**YOUR TASK**
Please write out each entry exactly as it appears.

[Saved data entries]
=== Section Start ===

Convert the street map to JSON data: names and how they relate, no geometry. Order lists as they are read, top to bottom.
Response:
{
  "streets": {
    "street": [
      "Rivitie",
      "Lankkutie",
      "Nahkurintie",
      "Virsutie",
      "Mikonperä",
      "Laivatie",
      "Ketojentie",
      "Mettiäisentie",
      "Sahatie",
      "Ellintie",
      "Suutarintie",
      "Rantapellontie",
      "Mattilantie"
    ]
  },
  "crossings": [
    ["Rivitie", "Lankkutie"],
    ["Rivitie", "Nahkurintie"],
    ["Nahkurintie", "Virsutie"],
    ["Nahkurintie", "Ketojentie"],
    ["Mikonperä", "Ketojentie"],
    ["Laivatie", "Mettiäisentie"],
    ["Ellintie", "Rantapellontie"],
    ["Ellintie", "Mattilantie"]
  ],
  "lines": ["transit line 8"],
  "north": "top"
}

=== Section End ===

**WRITTEN RESPONSE**
Convert the street map to JSON data: names and how they relate, no geometry. Order lists as they are read, top to bottom.
Response:
{
  "streets": {
    "street": [
      "Rivitie",
      "Lankkutie",
      "Nahkurintie",
      "Virsutie",
      "Mikonperä",
      "Laivatie",
      "Ketojentie",
      "Mettiäisentie",
      "Sahatie",
      "Ellintie",
      "Suutarintie",
      "Rantapellontie",
      "Mattilantie"
    ]
  },
  "crossings": [
    ["Rivitie", "Lankkutie"],
    ["Rivitie", "Nahkurintie"],
    ["Nahkurintie", "Virsutie"],
    ["Nahkurintie", "Ketojentie"],
    ["Mikonperä", "Ketojentie"],
    ["Laivatie", "Mettiäisentie"],
    ["Ellintie", "Rantapellontie"],
    ["Ellintie", "Mattilantie"]
  ],
  "lines": ["transit line 8"],
  "north": "top"
}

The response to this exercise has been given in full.